I am not sure that I really understand the notation in your question.
Lets leave aside the +/− so that \(\displaystyle \L
d(\cos (x) + i\sin (x)) = ( - \sin (x) + i\cos (x))dx\).
Then \(\displaystyle \L
\frac{{d(\cos (x) + i\sin (x))}}{{\cos (x) + i\sin (x)}} = \frac{{( - \sin (x) + i\cos (x))dx}}{{\cos (x) + i\sin (x)}}\left( {\frac{{\cos (x) - i\sin (x)}}{{\cos (x) - i\sin (x)}}} \right) = \frac{{idx}}{1}\).

That gives you the complex algebra of how the two sides are equal to begin with.

The second part of question can best be done with an example.

If \(\displaystyle \L
f(x) = \ln (x\sin (x))\quad \mbox{then} \quad f'(x) = \frac{{\sin (x) + x\cos (x)}}{{x\sin (x)}}\).

Therefore, \(\displaystyle \L
\int {\frac{{\sin (x) + x\cos (x)}}{{x\sin (x)}}dx = \ln (x\sin (x)) + c}\).

 

[lilshai]

ok...I understand how they get ln(cos x (+/-) i*sin x) = (+/-)idx + c now.

The next step after that line is cos x (+/-) i*sinx = Ke^(+/-)ix

It appears that they took the natural log of both sides to get cos x (+/-) i*sinx for the left-hand side, but how do they go from (+/-)idx + c to Ke^(+/-)ix for the right-hand side?

Thanks.

 

[galactus]

ok...I understand how they get ln(cos x (+/-) i*sin x) = (+/-)idx + c now.

The next step after that line is cos x (+/-) i*sinx = Ke^(+/-)ix

It appears that they took the natural log of both sides to get cos x (+/-) i*sinx for the left-hand side, but how do they go from (+/-)idx + c to Ke^(+/-)ix for the right-hand side?

Thanks.

They took e to both sides:

I'm going to use 'plus' only, fro simplicity and less typing.

\(\displaystyle e^{ln(cos(x)+isin(x)}=e^{ix+c}\)

\(\displaystyle cos(x)+isin(x)=e^{ix}e^{c}\)

Let \(\displaystyle e^{c}=K\), a constant

\(\displaystyle cos(x)+isin(x)=Ke^{ix}\)

 

[pka]

galactus, that is an excellent explanation of that point about K.

 

[galactus]

Thank you, pka.

 

[lilshai]

They took e to both sides:

I'm going to use 'plus' only, fro simplicity and less typing.
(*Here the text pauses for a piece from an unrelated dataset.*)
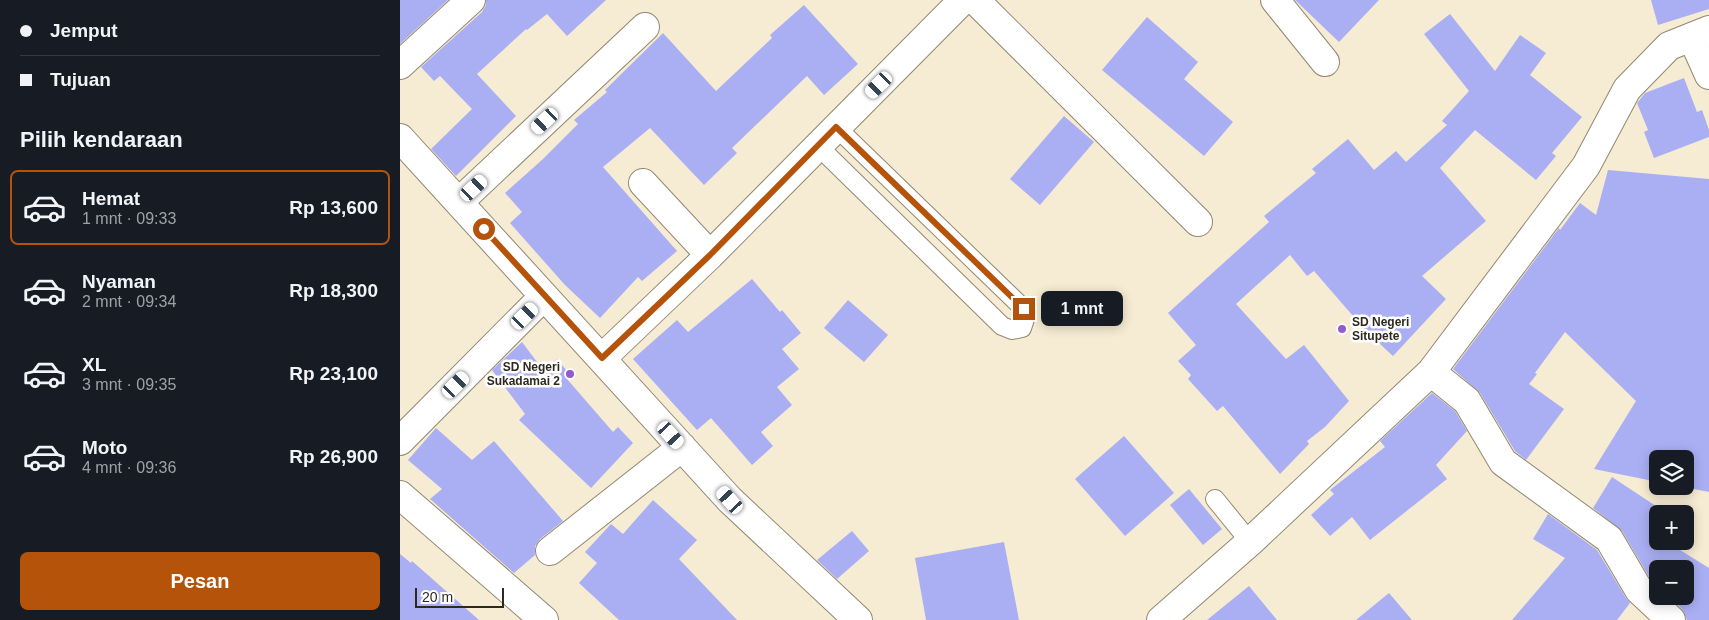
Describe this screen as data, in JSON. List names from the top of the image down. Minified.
{"places":["SD Negeri Situpete","SD Negeri Sukadamai 2"],"scale_bar":"20 m","page":{"banner":["Jemput","Tujuan"],"heading":"Pilih kendaraan","list":[{"name":"Hemat","note":"1 mnt · 09:33","value":"Rp 13,600"},{"name":"Nyaman","note":"2 mnt · 09:34","value":"Rp 18,300"},{"name":"XL","note":"3 mnt · 09:35","value":"Rp 23,100"},{"name":"Moto","note":"4 mnt · 09:36","value":"Rp 26,900"}],"bubble":"1 mnt","map_buttons":["+","−"],"buttons":"Pesan","scale":"20 m"}}
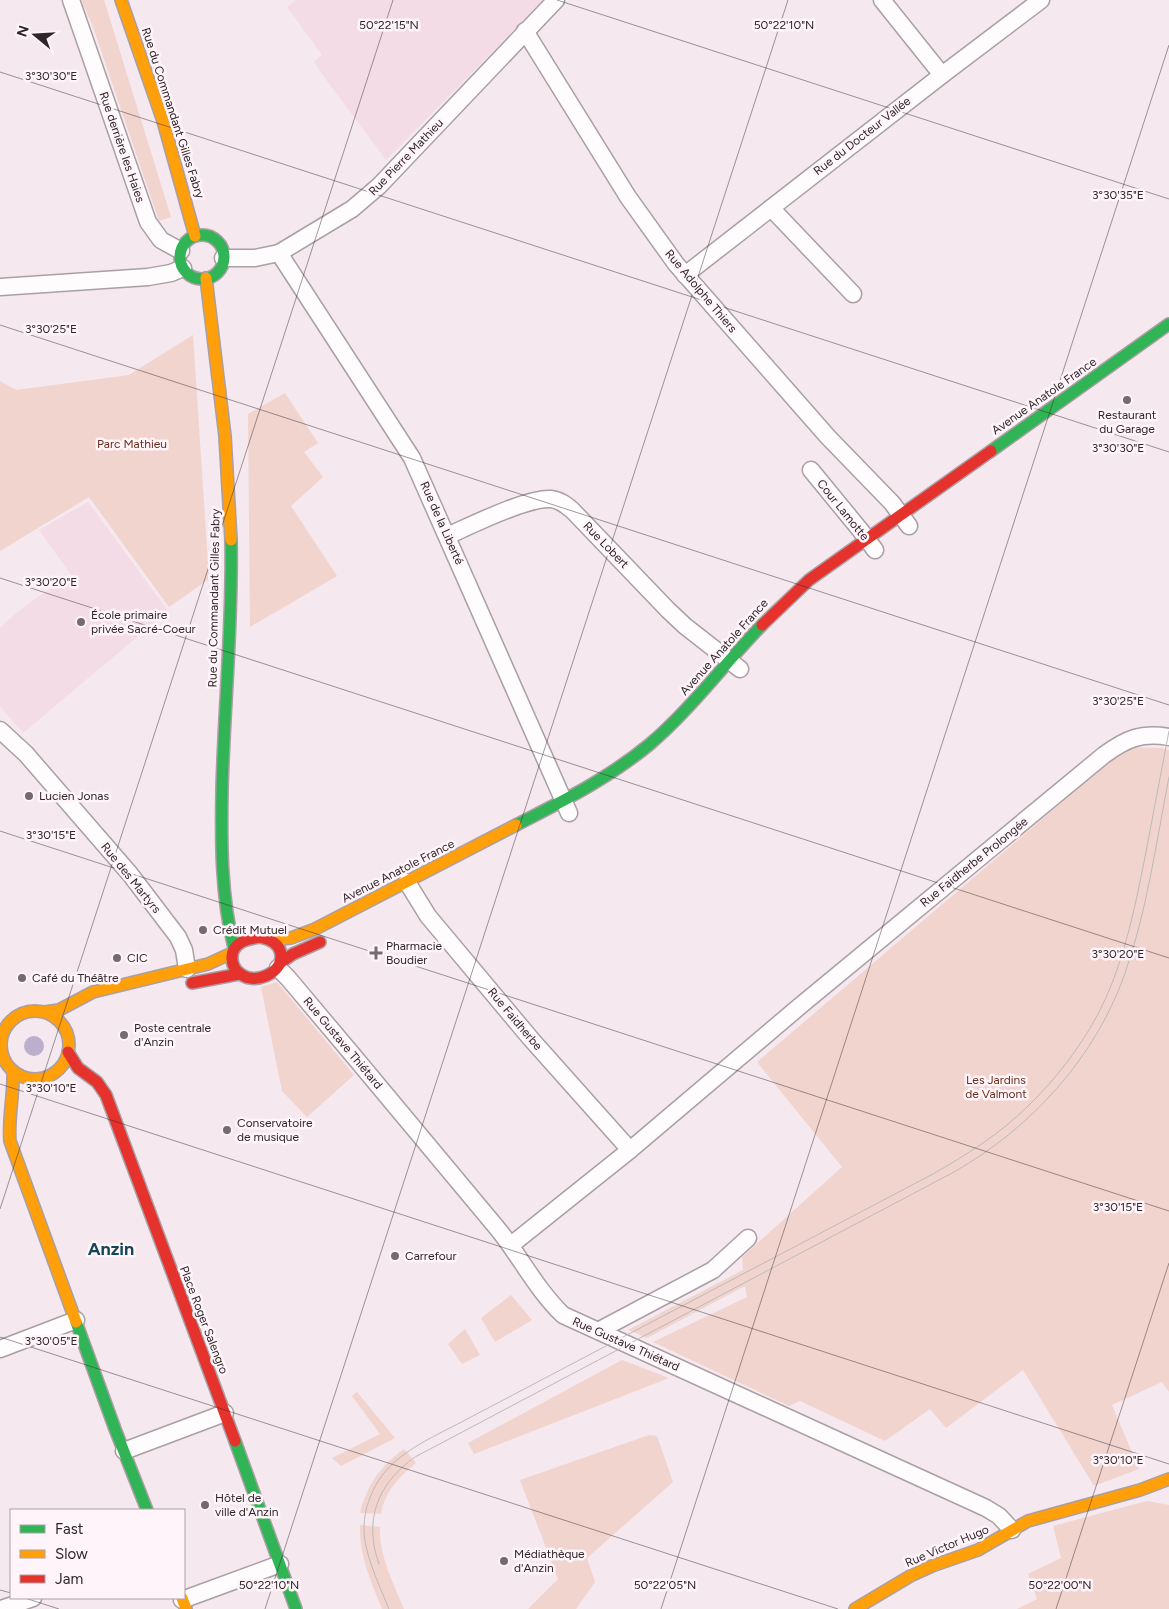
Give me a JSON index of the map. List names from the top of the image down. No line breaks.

\(\displaystyle e^{ln(cos(x)+isin(x)}=e^{ix+c}\)

\(\displaystyle cos(x)+isin(x)=e^{ix}e^{c}\)

Let \(\displaystyle e^{c}=K\), a constant

\(\displaystyle cos(x)+isin(x)=Ke^{ix}\)

oh ok, that makes sense. Thank you!

 

[lilshai]

galactus, that is an excellent explanation of that point about K.

I agree. Thanks for your help as well.